Quartz v. Granite Showdown '11
- Published: 09 June 2011 09 June 2011
It's time for those days of sodas ... and pretzels ... and the ratings of countertop materials from Consumer Reports. (You'll want the beer after reading them.)
The ol’ standby for marking the start of summer is Memorial Day, but a new June tradition can bring out the heat – the countertop ratings from Consumer Reports.
The famed test-and-report folks at Yonkers, N.Y.-based Consumers Union began covering countertops a few years ago, and raised the ire of natural-stone advocates by giving quartz surfaces equal (if not better) ratings than granite. The group’s product testers also expanded its research to encompass concrete and other non-quarried material
It’s also worth noting, though, that Consumer Reports didn’t find sufficient evidence linking granite countertops and health worries concerning radiation, which helped deflate the radon-scare bubble a few years ago. And, it’s been fair about the need for sealing granite surfaces, using the words “some” and “periodic” instead of “all” and “annual.”

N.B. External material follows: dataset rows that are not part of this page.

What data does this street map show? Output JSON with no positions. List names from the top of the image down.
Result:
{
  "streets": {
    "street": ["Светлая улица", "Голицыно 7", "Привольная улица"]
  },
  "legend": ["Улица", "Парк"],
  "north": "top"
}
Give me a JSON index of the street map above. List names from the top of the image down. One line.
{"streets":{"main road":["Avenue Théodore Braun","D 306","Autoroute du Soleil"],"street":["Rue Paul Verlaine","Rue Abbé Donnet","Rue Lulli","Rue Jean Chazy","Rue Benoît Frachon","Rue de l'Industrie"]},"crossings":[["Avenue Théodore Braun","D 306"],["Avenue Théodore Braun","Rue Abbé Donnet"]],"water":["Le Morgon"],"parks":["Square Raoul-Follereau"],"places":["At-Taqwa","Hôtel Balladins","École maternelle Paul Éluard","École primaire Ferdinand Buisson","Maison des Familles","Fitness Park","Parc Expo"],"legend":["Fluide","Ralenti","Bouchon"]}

You can see this year’s coverage of countertops here, including videos – look for the “Buying Advice” tab on the webpage – detailing selection and testing. (The 4-lbs slasher is a hit here in the office.) You can also find out which surface failed the lab’s hot-pan test.
What you can’t see online, without a subscription, is the actual ratings of the 15 surfaces tested in 2011. The print edition went on sale this week at your local newsstand, but that brings up two problems; the first is that it’s a pricey $6.95 for the issue, and the second is actually finding a local newsstand.
I don’t give away the end of stories; the only time I’ve ever yelled “Shut Up!” is when a loud-voiced woman started to tell her friend the meaning of “Rosebud” while watching Citizen Kane in a theatre. I’m not going to reproduce the entire Consumer Reports countertops ratings chart, either.
At the risk of a visit from the Copyright Flying Squad, however, I’ll offer the highlights that fabricators really want to know:
• Quartz came in first, and granite second – but it’s a close one. On the 0-100 scale, quartz scored 84 and granite followed closely at 81, with test results running dead even. No other surface scored more than 70.
• Recycled glass made a large impression, coming in third with 69 points despite less-than-stellar stain and impact tests.
• Soapstone came in second among quarried stone, but seventh overall at 46 points.
• Marble finished 12th with 14 points, as the surface performed miserably in tests.
• What finished dead last? Well, marble may be porous, but bamboo countertops just suck.